= Required work =
In your copy of the data, include no pictures and alter nothing else.

= Input =
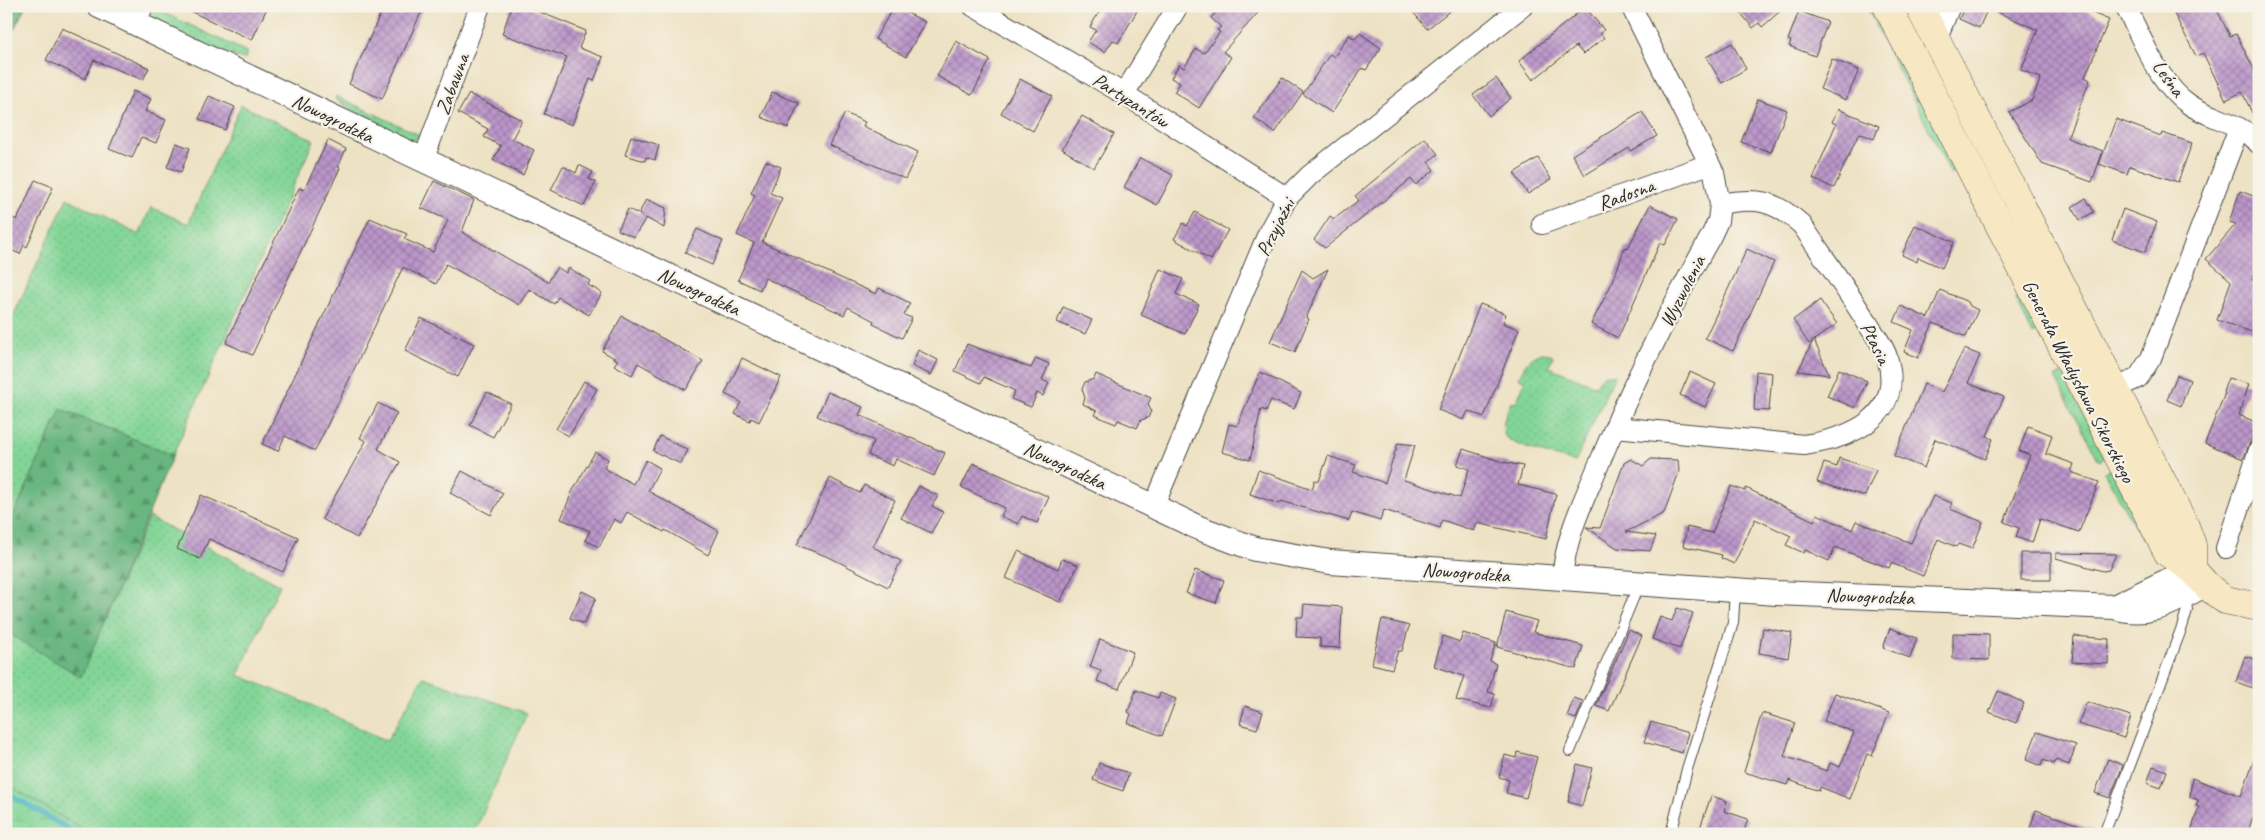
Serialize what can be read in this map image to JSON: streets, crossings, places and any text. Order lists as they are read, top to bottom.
{
  "streets": {
    "main road": ["Generała Władysława Sikorskiego"],
    "street": [
      "Leśna",
      "Zabawna",
      "Partyzantów",
      "Nowogrodzka",
      "Radosna",
      "Przyjaźni",
      "Wyzwolenia",
      "Ptasia"
    ]
  },
  "crossings": [
    ["Leśna", "Generała Władysława Sikorskiego"],
    ["Zabawna", "Nowogrodzka"],
    ["Partyzantów", "Przyjaźni"],
    ["Nowogrodzka", "Przyjaźni"],
    ["Nowogrodzka", "Wyzwolenia"],
    ["Nowogrodzka", "Generała Władysława Sikorskiego"],
    ["Radosna", "Wyzwolenia"],
    ["Wyzwolenia", "Ptasia"]
  ]
}
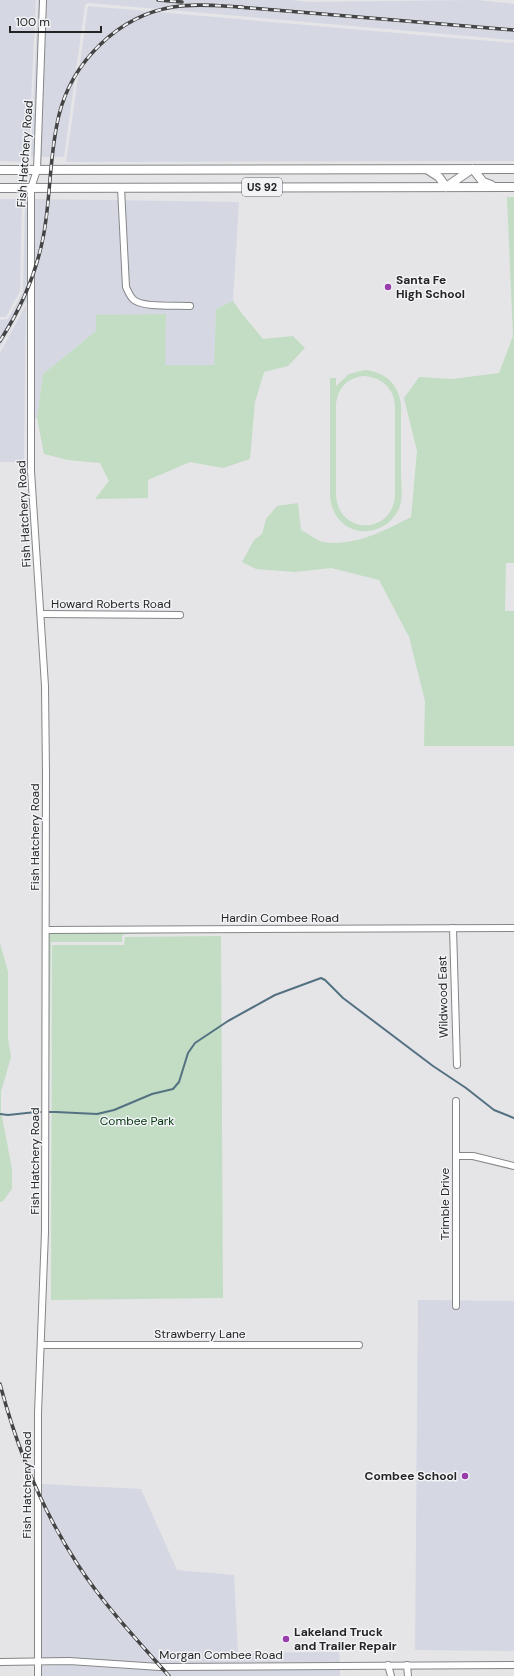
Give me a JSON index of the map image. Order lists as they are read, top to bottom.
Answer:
{
  "streets": {
    "main road": ["US 92"],
    "street": [
      "Fish Hatchery Road",
      "Howard Roberts Road",
      "Hardin Combee Road",
      "Wildwood East",
      "Trimble Drive",
      "Strawberry Lane",
      "Morgan Combee Road"
    ]
  },
  "crossings": [
    ["Fish Hatchery Road", "US 92"],
    ["Fish Hatchery Road", "Howard Roberts Road"],
    ["Fish Hatchery Road", "Hardin Combee Road"],
    ["Fish Hatchery Road", "Strawberry Lane"],
    ["Fish Hatchery Road", "Morgan Combee Road"],
    ["Hardin Combee Road", "Wildwood East"]
  ],
  "parks": ["Combee Park"],
  "places": ["Santa Fe High School", "Combee School", "Lakeland Truck and Trailer Repair"],
  "scale_bar": "100 m"
}
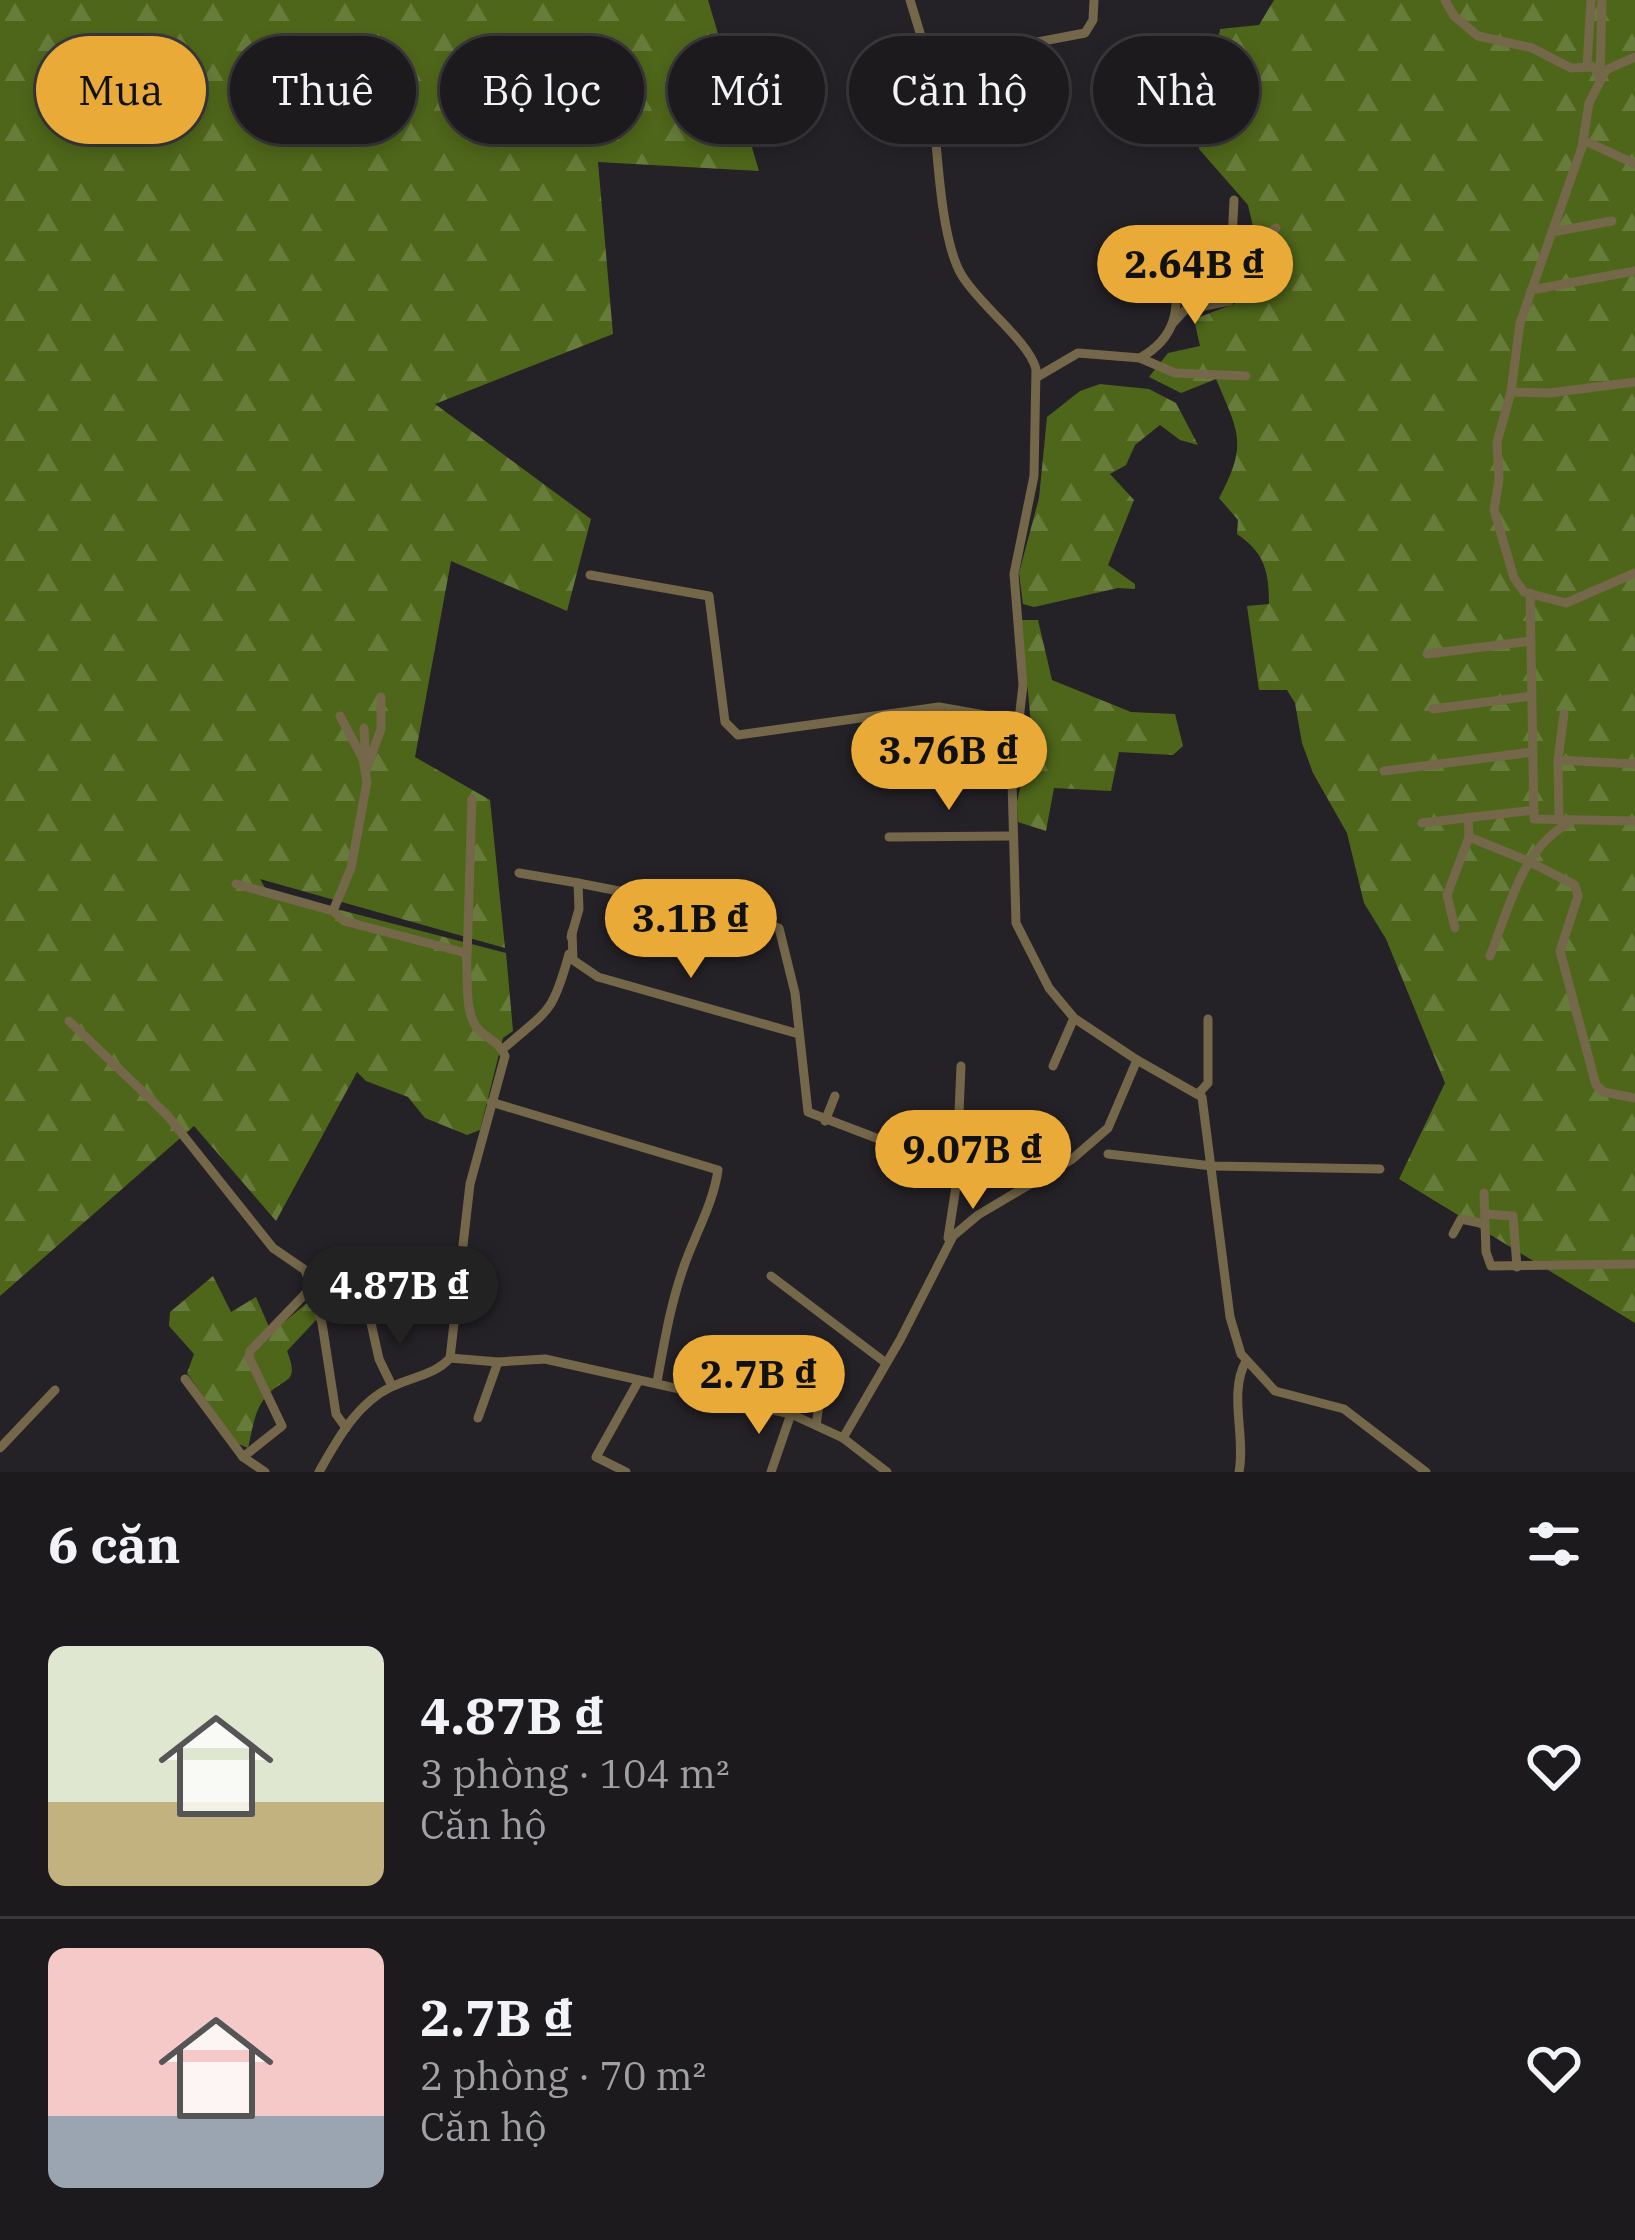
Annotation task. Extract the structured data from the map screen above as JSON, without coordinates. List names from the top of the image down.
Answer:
{
  "page": {
    "chip": [
      "Mua",
      "Thuê",
      "Bộ lọc",
      "Mới",
      "Căn hộ",
      "Nhà"
    ],
    "price": [
      "2.64B ₫",
      "3.76B ₫",
      "3.1B ₫",
      "9.07B ₫",
      "4.87B ₫",
      "2.7B ₫"
    ],
    "heading": "6 căn",
    "list": [
      {
        "name": "4.87B ₫",
        "note": "3 phòng · 104 m² · Căn hộ"
      },
      {
        "name": "2.7B ₫",
        "note": "2 phòng · 70 m² · Căn hộ"
      }
    ]
  }
}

= Solution below =
Serialize what can be read in this map image to JSON: streets, crossings, places and any text. Order lists as they are read, top to bottom.
{
  "streets": {
    "main road": ["Generała Władysława Sikorskiego"],
    "street": [
      "Leśna",
      "Zabawna",
      "Partyzantów",
      "Nowogrodzka",
      "Radosna",
      "Przyjaźni",
      "Wyzwolenia",
      "Ptasia"
    ]
  },
  "crossings": [
    ["Leśna", "Generała Władysława Sikorskiego"],
    ["Zabawna", "Nowogrodzka"],
    ["Partyzantów", "Przyjaźni"],
    ["Nowogrodzka", "Przyjaźni"],
    ["Nowogrodzka", "Wyzwolenia"],
    ["Nowogrodzka", "Generała Władysława Sikorskiego"],
    ["Radosna", "Wyzwolenia"],
    ["Wyzwolenia", "Ptasia"]
  ]
}
Give me a JSON index of the map image. Order lists as they are read, top to bottom.
Answer:
{
  "streets": {
    "main road": ["US 92"],
    "street": [
      "Fish Hatchery Road",
      "Howard Roberts Road",
      "Hardin Combee Road",
      "Wildwood East",
      "Trimble Drive",
      "Strawberry Lane",
      "Morgan Combee Road"
    ]
  },
  "crossings": [
    ["Fish Hatchery Road", "US 92"],
    ["Fish Hatchery Road", "Howard Roberts Road"],
    ["Fish Hatchery Road", "Hardin Combee Road"],
    ["Fish Hatchery Road", "Strawberry Lane"],
    ["Fish Hatchery Road", "Morgan Combee Road"],
    ["Hardin Combee Road", "Wildwood East"]
  ],
  "parks": ["Combee Park"],
  "places": ["Santa Fe High School", "Combee School", "Lakeland Truck and Trailer Repair"],
  "scale_bar": "100 m"
}
Annotation task. Extract the structured data from the map screen above as JSON, without coordinates. List names from the top of the image down.
Answer:
{
  "page": {
    "chip": [
      "Mua",
      "Thuê",
      "Bộ lọc",
      "Mới",
      "Căn hộ",
      "Nhà"
    ],
    "price": [
      "2.64B ₫",
      "3.76B ₫",
      "3.1B ₫",
      "9.07B ₫",
      "4.87B ₫",
      "2.7B ₫"
    ],
    "heading": "6 căn",
    "list": [
      {
        "name": "4.87B ₫",
        "note": "3 phòng · 104 m² · Căn hộ"
      },
      {
        "name": "2.7B ₫",
        "note": "2 phòng · 70 m² · Căn hộ"
      }
    ]
  }
}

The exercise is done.